Incoming WWU student president says diversity discussion should go beyond race


Annika Wolters

Annika Wolters president-elect of the Associated Students at Western Washington University, Tuesday, June 2, 2014, at WWU.


Annika Wolters feels no need to tip-toe around any topic when asked questions as president-elect of the Associated Students at Western Washington University.

"I still have a lot of people to impress," she said with a smile, noting the election was close and few voted.

Even so, as a double major in communications studies and journalism with a minor in women's studies, the 22-year-old isn't interested in sensationalism.

Wolters, a biracial student, says some media outlets and political figures blew matters out of proportion recently in commenting on a blog by WWU President Bruce Shepard, who wrote he would be a failure if he didn't eventually develop more diversity at Western.

She doesn't mind addressing the topic, but she is especially interested in encouraging students to become more active on campus, to get to know each other better and to be open-minded.

Question: Annika, why do you think only 7 percent of the student body voted?

Answer: There's always something going on in Red Square (named for the color of bricks). There's always someone trying to capture students' attention. I think a lot of students don't want to be harassed to vote. I ran against two other women who were already on the A.S. Board and I won by 30 votes, 538 to 508.

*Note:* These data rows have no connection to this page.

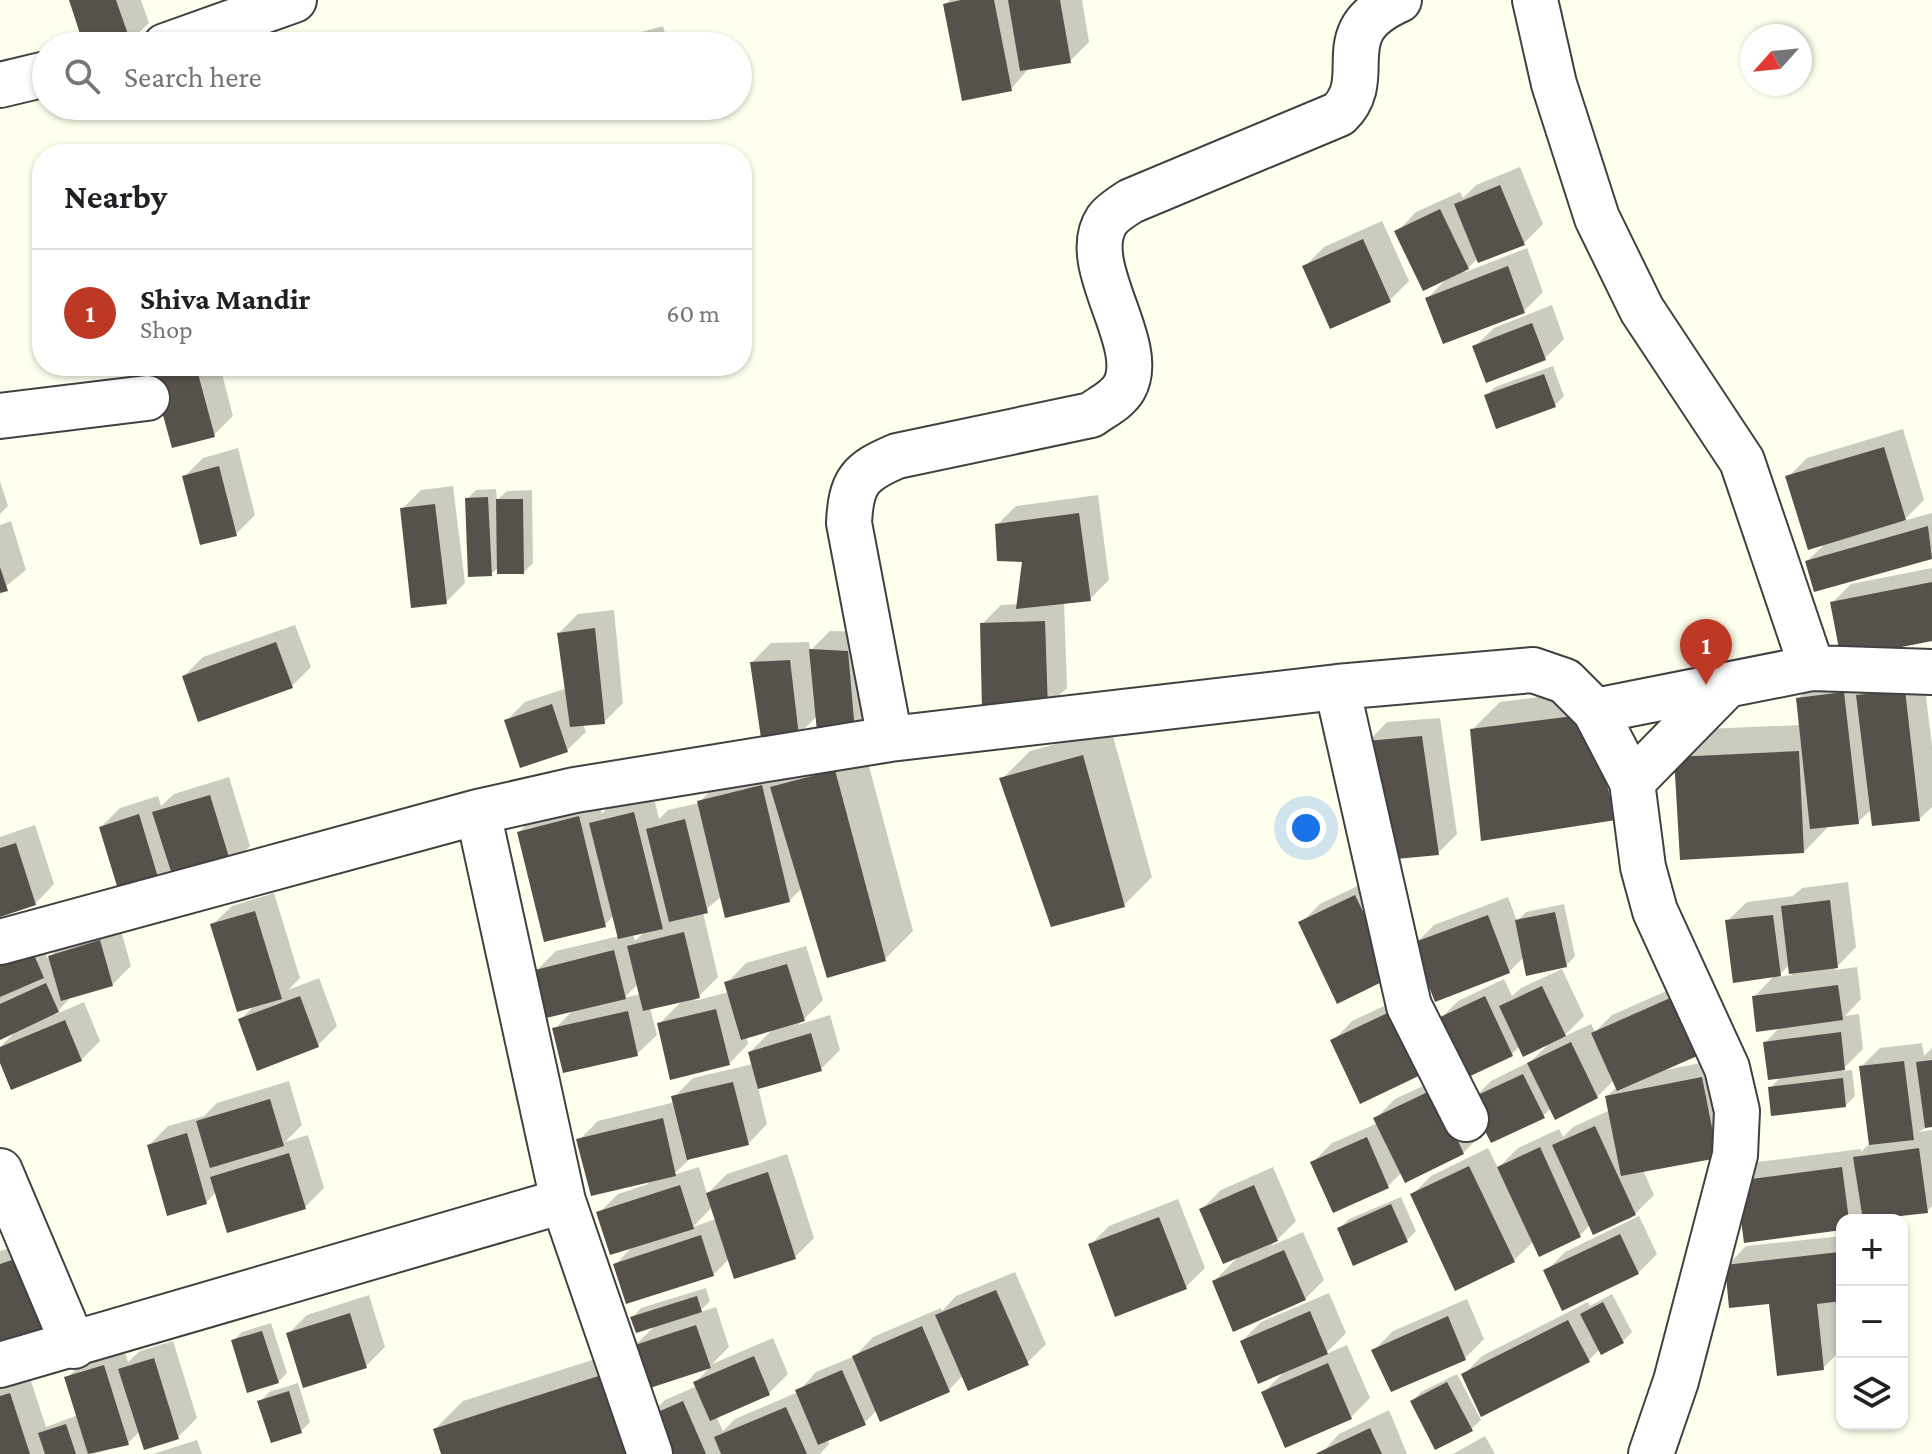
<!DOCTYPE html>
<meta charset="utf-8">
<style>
:root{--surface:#fff;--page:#f2f2f2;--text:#202124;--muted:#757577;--line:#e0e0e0;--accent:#be3925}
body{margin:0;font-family:"Crimson Pro",serif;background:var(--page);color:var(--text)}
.controls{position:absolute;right:24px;bottom:24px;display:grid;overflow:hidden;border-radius:16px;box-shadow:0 2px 6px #0004}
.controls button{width:72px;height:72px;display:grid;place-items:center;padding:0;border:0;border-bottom:2px solid var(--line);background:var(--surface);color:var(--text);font:40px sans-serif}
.compass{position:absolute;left:1740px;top:24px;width:72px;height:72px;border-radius:50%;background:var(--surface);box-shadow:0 2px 6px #0004;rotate:243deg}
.you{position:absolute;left:1306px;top:828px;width:28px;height:28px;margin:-20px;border:6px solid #fff;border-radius:50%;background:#1a73e8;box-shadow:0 0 0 12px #1a73e833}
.badge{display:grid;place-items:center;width:52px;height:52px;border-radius:50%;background:var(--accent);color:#fff;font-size:26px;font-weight:700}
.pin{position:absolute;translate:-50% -66px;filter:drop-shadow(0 2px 4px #0008)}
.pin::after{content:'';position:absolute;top:42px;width:28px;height:24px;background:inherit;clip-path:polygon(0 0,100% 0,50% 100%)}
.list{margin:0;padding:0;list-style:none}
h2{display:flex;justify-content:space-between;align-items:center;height:104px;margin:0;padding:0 32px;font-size:34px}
h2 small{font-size:26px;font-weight:400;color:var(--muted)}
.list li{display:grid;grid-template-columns:52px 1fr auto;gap:24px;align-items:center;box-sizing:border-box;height:128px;padding:0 32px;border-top:2px solid var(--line)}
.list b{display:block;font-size:30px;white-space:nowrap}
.list p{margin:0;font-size:26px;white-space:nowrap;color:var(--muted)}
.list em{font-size:26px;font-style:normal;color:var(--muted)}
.icon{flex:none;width:44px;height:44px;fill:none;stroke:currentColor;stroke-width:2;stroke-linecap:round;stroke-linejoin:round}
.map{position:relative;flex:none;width:1932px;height:1454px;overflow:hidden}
.search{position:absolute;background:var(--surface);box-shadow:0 2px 6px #0004;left:32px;top:32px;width:720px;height:88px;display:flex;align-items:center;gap:20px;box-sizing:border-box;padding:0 28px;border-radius:44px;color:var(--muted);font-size:30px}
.panel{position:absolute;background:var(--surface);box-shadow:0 2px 6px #0004;left:32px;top:144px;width:720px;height:232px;border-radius:32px}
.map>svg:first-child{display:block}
.shadow{fill:#0003;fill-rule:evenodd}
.building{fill:#56514a}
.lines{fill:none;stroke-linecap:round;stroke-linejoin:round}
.minor-casing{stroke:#414141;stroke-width:48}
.minor{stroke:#fff;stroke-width:44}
</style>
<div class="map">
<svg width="1932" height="1454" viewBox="0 0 1932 1454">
<rect width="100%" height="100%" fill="#ffe"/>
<path class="shadow" d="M71,0H141L149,23L129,42L117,46H86Z
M950,0H1082L1089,42L1070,61L1030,67L1011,89L945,4Z
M663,26L669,46H592Z
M1520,167L1543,224L1524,243L1478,258L1463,273L1527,248L1543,292L1524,311L1428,298L1447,278L1397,232L1416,212L1460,192L1463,198L1476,185Z
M1382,221L1409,281L1390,300L1305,266L1324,247Z
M1552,305L1564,339L1545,358L1474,347L1494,328Z
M164,366H220L233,416L214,435L155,376Z
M1553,366L1564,396L1555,405L1486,396L1495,387Z
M1903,429L1924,500L1903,521L1932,513V557L1815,589L1807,561L1826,543L1788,477L1807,458Z
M238,448L255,515L236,534L184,477L203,458Z
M0,481L8,506L0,514Z
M453,486L465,583L446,602L402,509L421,490Z
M496,489L497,500L507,491L532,490L533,563L524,572L499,567L491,574L467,499L476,490Z
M1098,495L1109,580L1090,599L1064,602L1067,688L1047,707L982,624L1001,605L1019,604L1024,560L997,525L1016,506Z
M11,521L26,570L0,591V525Z
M1932,568V639L1832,603L1851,584Z
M614,610L623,703L604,722L583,724L586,732L566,751L506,721L525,702L567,688L559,633L578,614Z
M295,625L311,667L292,686L184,676L203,657Z
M830,631L867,632L873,710L854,729L817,716L799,734L752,662L771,643L809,642L810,651Z
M1923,672L1932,746V807L1919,819L1872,809L1858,822L1830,825L1804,852L1676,757L1704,729L1801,725L1798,699L1817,680Z
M1617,687L1615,818L1472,730L1500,702Z
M1440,718L1457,834L1438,853L1368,742L1387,722Z
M1111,729L1152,877L1124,905L1002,779L1030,751Z
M863,744L913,931L885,959L802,888L789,901L722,896L703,912L718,977L694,1001L729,992L727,983L746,963L806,946L823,1000L798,1025L830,1015L840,1050L821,1069L758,1087L767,1124L748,1144L692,1157L673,1175L699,1167L707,1194L727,1174L787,1154L814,1238L795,1257L729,1259L713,1275L615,1265L634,1245L599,1213L618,1194L648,1184V1180L579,1140L598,1121L675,1102L674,1097L693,1078L753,1064L750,1052L774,1028L746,1036L748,1044L729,1064L659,1024L683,1000L650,1008L657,1035L637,1054L555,1029L574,1009L537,970L556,951L619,936L614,915L605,925L519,832L538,813L598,798L602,814L611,804L653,794L659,819L668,810L699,803L718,782ZM645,931L635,941L633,934ZM638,984L641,994L624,998ZM712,1207L716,1219L693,1227Z
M229,777L250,846L231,865L172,869L159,882L101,827L120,808L158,796L161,806L174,794Z
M35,825L54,884L35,904L0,915V837Z
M1374,878L1411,956L1301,923L1320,904Z
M1848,882L1856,947L1834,970L1857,967L1861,999L1845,1016L1859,1014L1863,1049L1841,1071L1852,1070L1855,1096L1846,1105L1770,1088L1782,1076L1765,1043L1781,1026L1754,997L1775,975L1727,921L1747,902L1793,896L1802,888ZM1790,964L1792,975L1777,977Z
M274,893L300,978L288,990L319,978L337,1026L318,1045L240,1020L255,1005L212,925L232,906Z
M1508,897L1517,921L1526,912L1564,904L1575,956L1566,966L1524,957L1509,972L1415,944L1434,925Z
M119,923L131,966L112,985L73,995L54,1015L84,1002L100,1041L81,1060L0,1057V1047L15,1032L0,1038V959L41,942L48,959L69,937Z
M1562,969L1584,1016L1563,1037L1591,1024L1595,1032L1612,1015L1705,974L1665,1070L1721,1059L1736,1137L1643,1170L1654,1195L1630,1219L1590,1225L1580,1235L1534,1241L1514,1260L1456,1288L1412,1195L1431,1176L1488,1148L1498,1168L1518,1148L1559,1129L1563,1137L1573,1127L1610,1110L1607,1096L1617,1087L1614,1080L1597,1097L1551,1108L1543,1116L1472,1100L1491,1081L1531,1061L1550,1043L1520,1046L1512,1054L1439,1020L1458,1001L1504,979L1512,996L1521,988Z
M1416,991L1445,1052L1333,1041L1352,1021Z
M1922,1043L1924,1056L1932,1048V1125L1918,1132L1932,1130V1206L1927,1211L1867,1220L1864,1212L1856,1220H1842V1228L1738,1181L1757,1162L1861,1149V1152L1870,1143L1861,1067L1880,1048Z
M1453,1072L1482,1134L1463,1153L1402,1172L1388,1186L1313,1162L1332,1143L1378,1123L1376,1118L1395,1099Z
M289,1081L302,1125L285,1142L308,1135L324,1188L305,1207L216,1192L206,1203L149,1145L168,1126L204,1116L217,1103Z
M1273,1167L1296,1221L1271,1246L1303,1232L1324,1280L1305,1299L1214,1281L1240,1255L1202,1209L1221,1190Z
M1401,1197L1416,1231L1407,1240L1340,1228L1349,1219Z
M1178,1199L1205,1268L1186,1287L1090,1245L1109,1226Z
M1639,1216L1657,1254L1638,1273L1546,1271L1565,1252Z
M1842,1236V1299L1837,1300L1842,1349L1823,1368L1771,1301L1727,1266L1746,1246Z
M40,1239L0,1342V1251Z
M1015,1272L1046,1344L1027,1363L963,1375L949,1390L877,1410L864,1423L827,1439L829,1444L820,1454H443L435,1429L463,1401L633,1347L656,1325L632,1318L641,1308L706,1288L710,1301L698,1313L716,1307L729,1347L712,1364L773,1338L788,1374L769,1393L716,1416L723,1431L735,1419L798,1392L816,1372L855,1356L873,1337L941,1308L942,1311L956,1296ZM712,1365L696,1382L697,1386L665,1400L656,1409L649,1386Z
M1329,1293L1346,1333L1324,1355L1347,1345L1370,1398L1351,1417L1264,1392L1286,1370L1242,1341L1261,1322Z
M1612,1294L1632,1332L1623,1341L1600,1349L1589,1360L1463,1375L1482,1356L1588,1302L1590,1306Z
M369,1295L385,1347L366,1366L288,1334L307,1315Z
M1467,1299L1484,1339L1465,1358L1374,1350L1393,1331Z
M271,1323L287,1373L278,1382L233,1341L242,1332Z
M173,1341L197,1418L178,1437L140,1431L128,1443L94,1454H0V1384L29,1375L46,1427L78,1415L67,1378L86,1359L123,1347L128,1362L140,1351Z
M1457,1374L1481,1420L1471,1429L1412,1402L1421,1392Z
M298,1383L310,1422L301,1431L260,1402L269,1392Z
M1389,1410L1407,1454H1321L1339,1434Z
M1485,1436L1495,1454H1453Z
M197,1440L202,1454H153Z"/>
<path class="building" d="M69,0H116L131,43L84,46Z
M961,0H994L1012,91L962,101L943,4Z
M1008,0H1060L1071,63L1020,71Z
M1500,185L1525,245L1478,263L1454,204Z
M1440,209L1469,269L1423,291L1394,231Z
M1363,239L1391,302L1330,329L1302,266Z
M1508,266L1525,313L1443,344L1425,298Z
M1532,323L1546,360L1486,383L1472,346Z
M186,366H196L215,437L172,448L152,375Z
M1544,374L1556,407L1496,429L1484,395Z
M1884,447L1906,520L1808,550L1785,476Z
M219,466L237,536L200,545L182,476Z
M488,497L492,576L468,577L465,498Z
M496,499H523L524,574H497Z
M435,504L447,604L411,608L400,508Z
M1079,513L1091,601L1016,609L1022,562L997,561L995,524Z
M1928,526L1932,559L1814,592L1805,561Z
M0,567L8,591L0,593Z
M1932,582V641L1841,659L1830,602Z
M1045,621L1048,709L982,710L980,623Z
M595,628L605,724L570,727L557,633Z
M276,642L293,688L198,722L182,676Z
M809,649L848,651L855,731L817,732Z
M790,660L799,736L761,738L750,662Z
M1905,690L1920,821L1872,826L1856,695Z
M1844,692L1859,824L1810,829L1796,698Z
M552,704L568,752L520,768L504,720Z
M1589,714L1616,820L1481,841L1470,729Z
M1422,736L1439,855L1385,860L1366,741Z
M1799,751L1804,853L1680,860L1674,757Z
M1083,755L1125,907L1051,927L999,778Z
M835,770L886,961L827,978L770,787Z
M762,785L790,902L725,918L697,801Z
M210,795L232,867L175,884L152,812Z
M634,812L663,929L618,939L589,823Z
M139,814L160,884L120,896L99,827Z
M579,816L606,927L544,942L517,832Z
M685,819L708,913L669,922L646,829Z
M16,843L36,905L0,917V848Z
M1355,895L1394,976L1337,1004L1298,922Z
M1830,900L1838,968L1789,974L1781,906Z
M255,911L282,999L237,1012L210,924Z
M1555,912L1567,967L1526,976L1515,920Z
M1488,915L1510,973L1435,1002L1412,943Z
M1773,915L1781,976L1733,983L1725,920Z
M684,932L700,998L643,1011L627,946Z
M100,940L113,986L61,1001L48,956Z
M32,950L44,978L0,997V963Z
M614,950L626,999L546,1018L535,970Z
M787,964L805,1021L741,1040L724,982Z
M46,983L59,1012L0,1040V1004Z
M1838,985L1843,1020L1756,1032L1752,996Z
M1542,986L1566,1036L1523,1057L1499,1006Z
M1686,991L1711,1050L1617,1091L1591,1033Z
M300,996L319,1047L257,1071L238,1019Z
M1485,996L1513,1056L1464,1079L1436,1019Z
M716,1009L730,1065L670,1080L657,1023Z
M1396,1009L1427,1072L1360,1104L1330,1040Z
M628,1011L638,1056L563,1073L552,1028Z
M65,1020L82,1061L11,1090L0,1063V1047Z
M1841,1032L1845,1070L1768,1080L1763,1042Z
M811,1033L822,1071L758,1089L748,1052Z
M1571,1042L1598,1098L1555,1120L1527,1063Z
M1932,1060V1127L1925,1128L1916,1062Z
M1904,1061L1914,1140L1869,1145L1859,1066Z
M1523,1074L1545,1118L1491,1143L1469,1099Z
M1702,1077L1718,1158L1621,1176L1605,1096Z
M1843,1078L1846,1107L1771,1116L1768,1087Z
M733,1082L749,1145L687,1160L671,1096Z
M1434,1089L1464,1154L1405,1183L1373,1118Z
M270,1099L284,1146L210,1168L196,1121Z
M663,1118L676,1176L591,1196L576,1139Z
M1595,1126L1636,1215L1593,1235L1552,1145Z
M187,1133L207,1204L167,1216L147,1145Z
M1367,1137L1389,1188L1333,1213L1310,1162Z
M1540,1147L1581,1237L1539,1257L1497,1167Z
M1919,1148L1928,1213L1863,1220L1853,1157Z
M289,1153L306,1209L227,1233L210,1177Z
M1469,1166L1515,1262L1455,1291L1410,1194Z
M1842,1167L1849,1220H1842V1230L1744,1243L1736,1181Z
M768,1172L796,1259L734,1279L706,1193Z
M680,1185L694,1229L610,1255L596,1212Z
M1254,1185L1278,1241L1223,1264L1199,1209Z
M1391,1204L1408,1242L1353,1266L1337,1228Z
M1159,1217L1187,1289L1115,1317L1088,1244Z
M1620,1234L1639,1274L1562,1311L1543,1270Z
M701,1235L714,1276L626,1304L613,1264Z
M1284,1250L1306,1300L1233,1332L1212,1281Z
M1839,1252L1842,1301L1817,1304L1824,1370L1777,1376L1769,1304L1729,1308L1725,1265Z
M21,1257L44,1331L0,1344V1264Z
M996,1290L1029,1365L968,1391L935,1315Z
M697,1296L702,1312L636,1333L630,1317Z
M1603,1302L1624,1343L1601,1355L1580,1314Z
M1310,1311L1328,1354L1258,1384L1240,1341Z
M350,1313L367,1368L303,1388L286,1333Z
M1448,1316L1466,1360L1391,1392L1371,1350Z
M1568,1320L1590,1362L1481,1417L1461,1374Z
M696,1325L711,1368L647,1389L632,1346Z
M922,1326L950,1392L880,1422L852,1356Z
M262,1331L279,1383L247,1393L231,1340Z
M754,1356L770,1395L710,1421L693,1382Z
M154,1358L179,1439L144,1450L118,1369Z
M1328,1363L1352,1419L1285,1448L1261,1392Z
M104,1365L129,1445L88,1454L64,1377Z
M842,1370L866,1425L818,1445L795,1390Z
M608,1373L634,1454H441L433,1429Z
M1447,1382L1473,1431L1435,1450L1410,1401Z
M289,1391L302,1433L271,1443L257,1401Z
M10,1393L30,1454H0V1396Z
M683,1401L706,1454H659L644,1418Z
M786,1407L807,1454H721L714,1437Z
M66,1424L76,1454H45L38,1433Z
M1370,1428L1382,1454H1315Z"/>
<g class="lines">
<g class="minor-casing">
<path id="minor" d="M1535,0L1554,84L1597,218L1642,310L1742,461L1812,668
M165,46L294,0
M0,85L46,74
M0,416L147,398
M1337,687L1409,1006L1466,1119
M1595,711L1812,668L1932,672
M890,739L849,523C851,482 859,472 897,456L1091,415C1102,407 1117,400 1124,388C1149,344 1077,265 1107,220C1112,213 1123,206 1131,201L1339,114C1378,76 1325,33 1399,0
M1632,782L1727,685
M0,942L478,812
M0,1171L74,1346
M563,1201L650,1454
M0,1365L563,1201L478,812L575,790L890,739L1337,687L1533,670L1565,681L1595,711L1632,782L1643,867L1655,911L1727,1068L1737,1111L1735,1155L1676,1381L1651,1454"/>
</g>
<use href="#minor" class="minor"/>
</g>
</svg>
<div class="controls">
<button>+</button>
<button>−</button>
<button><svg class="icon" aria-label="layers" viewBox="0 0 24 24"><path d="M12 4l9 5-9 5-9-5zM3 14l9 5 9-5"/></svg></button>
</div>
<svg class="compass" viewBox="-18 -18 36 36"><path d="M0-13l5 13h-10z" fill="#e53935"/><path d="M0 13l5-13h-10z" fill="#757577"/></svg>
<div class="you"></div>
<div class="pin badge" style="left:1706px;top:685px">1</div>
<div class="search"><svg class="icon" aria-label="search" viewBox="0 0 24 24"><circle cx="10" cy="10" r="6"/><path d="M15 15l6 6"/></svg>Search here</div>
<section class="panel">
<h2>Nearby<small></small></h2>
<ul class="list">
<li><span class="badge">1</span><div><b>Shiva Mandir</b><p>Shop</p></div><em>60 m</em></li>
</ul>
</section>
</div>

Q: What would you like to accomplish?

A: I'd like to see students who haven't been involved at Western become more involved. I'd like to see our students get to know who is representing them on the A.S. Board and to ask questions, such as about where student fees are going. I want to support our board members. And I'd love it if students would say to themselves, "My friend is involved; maybe I should be involved, too."

Oh, and I sure don't want there to be any more rioting (referring to the event in October). I was in my room and I could hear all that. I was like, "Really?" (incredulous look). I stayed away. Here, the federal government was shutting down and our students were rioting because there was no more booze (at parties shut down)!

Q: What are some campus issues?

A: Right now, we're working in divestment in companies (too strongly invested in fossil fuels). ... We would like to have a campus that's truly green and does not put (excessive) money into fossil fuels. We're also concerned about social justice issues, such as farmworker justice.

I'd like the campus to be more accessible to the public and our students to be more open-minded about the public. That works the other way, too.

Q: How did you view President Shepard's blog about diversity?

A: It's a shame we're (students and others) pigeon-holing diversity to people of color. ... I recognize he was trying to catch people's attention. Some people might have taken it the wrong way. I don't really know exactly what he meant; there was a focus on racial diversity. Maybe a different blog would be about (the importance of) economic diversity.

Q: Why did some people get so upset?

A: There are a lot of universities that look like ours (more than three-quarters Caucasian) in states that are more diverse than our state. But I think he was just trying to start a conversation.

Q: How do you view diversity?

A: We hear the word "diversity," we often think people of color. That makes it easy for whites to ignore it. What about first-generation students, older students, low-income, gender inequality, military veterans. I don't want people to think that diversity does not affect them. I think we need to have a campus that reflects the state, the nation, the world. The average European speaks two or three languages; the average African speaks three to five languages.

Q: Was the diversity issue sensationalized?

A: It must have really been a slow news week! I think it was sensationalized.

Q: Do you hear more students talking about diversity?

A: It's something people tend to tip-toe around. We don't know how to talk about it.

Michelle Nolan is a Bellingham freelance writer.